Olympus OM-D E-M1X + M.Zuiko 60 mm f/2.8 macro, f/5.6, 1/250, ISO-6400, subject distance 260 mm, Handheld Hi Res (HHHR) version, out-of-camera jpeg

The next two images show the photograph after work was done in post. Let’s have a look at the entire photograph in the HHHR version, then the standard resolution version. Both versions have been sized for website use @ 1200 x 900. You can click on the images to compare them back and forth

Olympus OM-D E-M1X + M.Zuiko 60 mm f/2.8 macro, f/5.6, 1/250, ISO-6400, subject distance 260 mm, Handheld Hi Res (HHHR) version
Olympus OM-D E-M1X + M.Zuiko 60 mm f/2.8 macro, f/5.6, 1/250, ISO-6400, subject distance 260 mm, standard resolution version

To provide readers with some additional detail, I then took each of the full resolution photographs and cropped them into quarters. Top right. Top left. Bottom right. Bottom left.

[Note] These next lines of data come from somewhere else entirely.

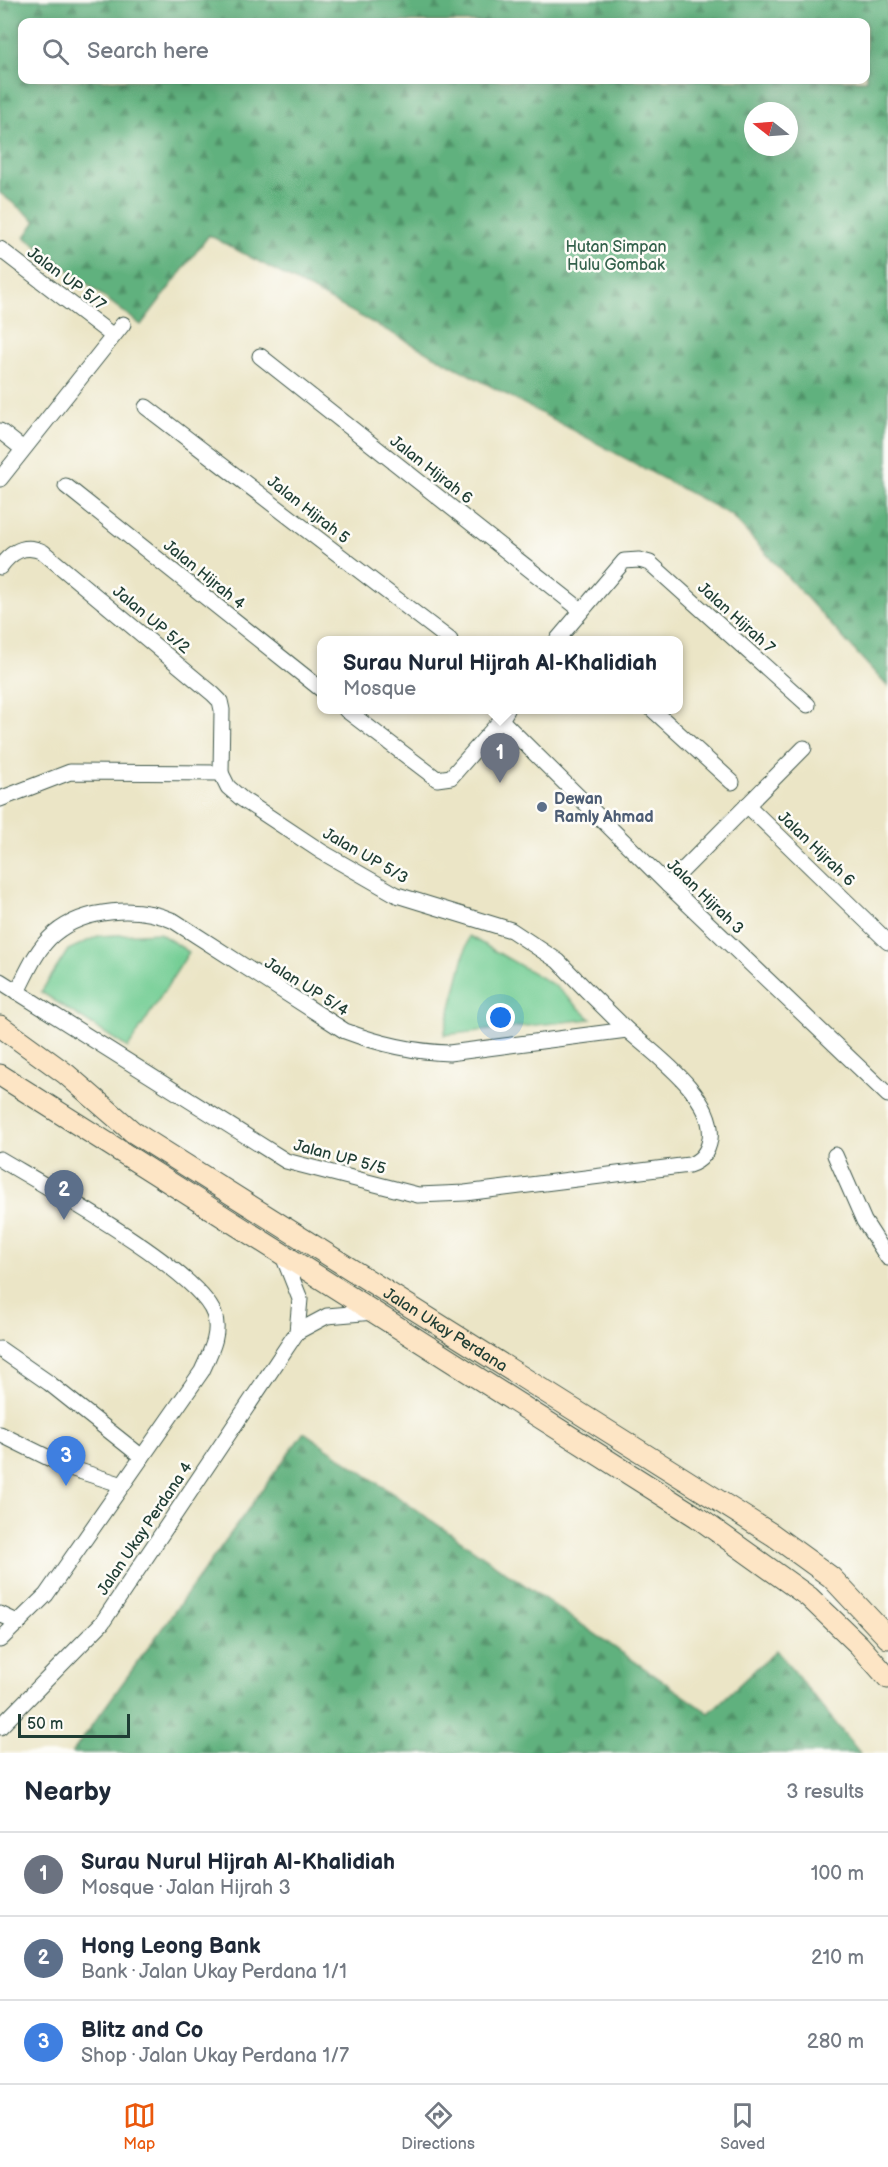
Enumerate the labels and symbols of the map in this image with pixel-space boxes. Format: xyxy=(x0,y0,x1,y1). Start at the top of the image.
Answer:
north arrow xyxy=(744,102,798,156)
park label: Hutan Simpan Hulu Gombak xyxy=(565,238,667,275)
street label: Jalan UP 5/7 xyxy=(23,244,109,315)
street label: Jalan Hijrah 6 xyxy=(386,432,476,508)
street label: Jalan Hijrah 5 xyxy=(263,472,353,548)
street label: Jalan Hijrah 4 xyxy=(159,536,249,614)
street label: Jalan Hijrah 7 xyxy=(693,578,779,658)
street label: Jalan UP 5/2 xyxy=(109,582,194,658)
pin: 1 xyxy=(480,734,520,783)
place label: Dewan Ramly Ahmad xyxy=(554,790,654,827)
marker: Dewan Ramly Ahmad xyxy=(535,800,549,814)
street label: Jalan Hijrah 6 xyxy=(774,808,859,891)
street label: Jalan UP 5/3 xyxy=(319,824,411,888)
street label: Jalan Hijrah 3 xyxy=(662,856,748,939)
street label: Jalan UP 5/4 xyxy=(261,954,352,1021)
your location xyxy=(486,1003,515,1032)
street label: Jalan UP 5/5 xyxy=(291,1136,388,1179)
pin: 2 xyxy=(44,1170,84,1220)
street label: Jalan Ukay Perdana xyxy=(380,1284,511,1376)
pin: 3 xyxy=(46,1436,86,1486)
street label: Jalan Ukay Perdana 4 xyxy=(94,1458,197,1599)
scale bar xyxy=(18,1711,130,1738)

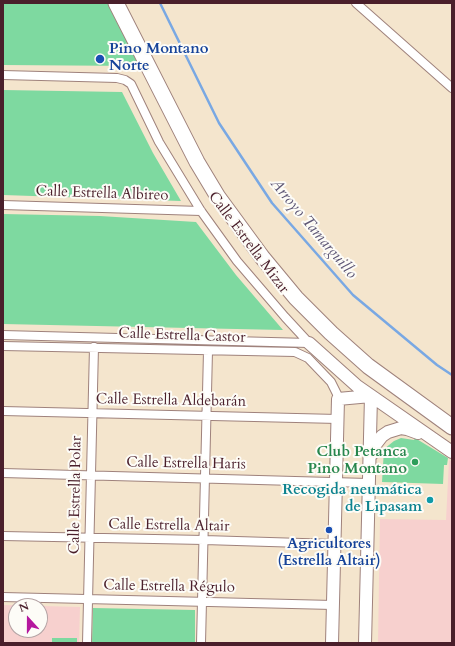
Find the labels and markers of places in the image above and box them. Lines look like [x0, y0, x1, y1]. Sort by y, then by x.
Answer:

After cropping the images into quarters I resized each section of the photograph for website use, i.e. 1200 x 900.

Let’s look at a comparison of the top right quadrant. First the HHHR version, then the standard resolution version.

Olympus OM-D E-M1X + M.Zuiko 60 mm f/2.8 macro, f/5.6, 1/250, ISO-6400, subject distance 260 mm, Handheld Hi Res (HHHR) version, top right quadrant
Olympus OM-D E-M1X + M.Zuiko 60 mm f/2.8 macro, f/5.6, 1/250, ISO-6400, subject distance 260 mm, standard resolution version, top right quadrant

Now, let’s look at the HHHR versus standard resolution for the top left quadrant.

Olympus OM-D E-M1X + M.Zuiko 60 mm f/2.8 macro, f/5.6, 1/250, ISO-6400, subject distance 260 mm, Handheld Hi Res (HHHR) version, top left quadrant
Olympus OM-D E-M1X + M.Zuiko 60 mm f/2.8 macro, f/5.6, 1/250, ISO-6400, subject distance 260 mm, standard resolution version, top left quadrant

The next pair of images compares the bottom right quadrants.

Olympus OM-D E-M1X + M.Zuiko 60 mm f/2.8 macro, f/5.6, 1/250, ISO-6400, subject distance 260 mm, Handheld Hi Res (HHHR) version, bottom right quadrant
Olympus OM-D E-M1X + M.Zuiko 60 mm f/2.8 macro, f/5.6, 1/250, ISO-6400, subject distance 260 mm, standard resolution version, bottom right quadrant

Our final HHHR versus standard resolution comparison is for the bottom left quadrant.

Olympus OM-D E-M1X + M.Zuiko 60 mm f/2.8 macro, f/5.6, 1/250, ISO-6400, subject distance 260 mm, Handheld Hi Res (HHHR) version, bottom left quadrant
Olympus OM-D E-M1X + M.Zuiko 60 mm f/2.8 macro, f/5.6, 1/250, ISO-6400, subject distance 260 mm, standard resolution version, bottom left quadrant

No doubt most of you have read negative comments about shooting with small sensor cameras at high ISO. Some folks claim that ISO-1600 or ISO-3200 is the absolute limit for a M4/3 camera like the Olympus OM-D E-M1X. People are, of course, entitled to their opinion.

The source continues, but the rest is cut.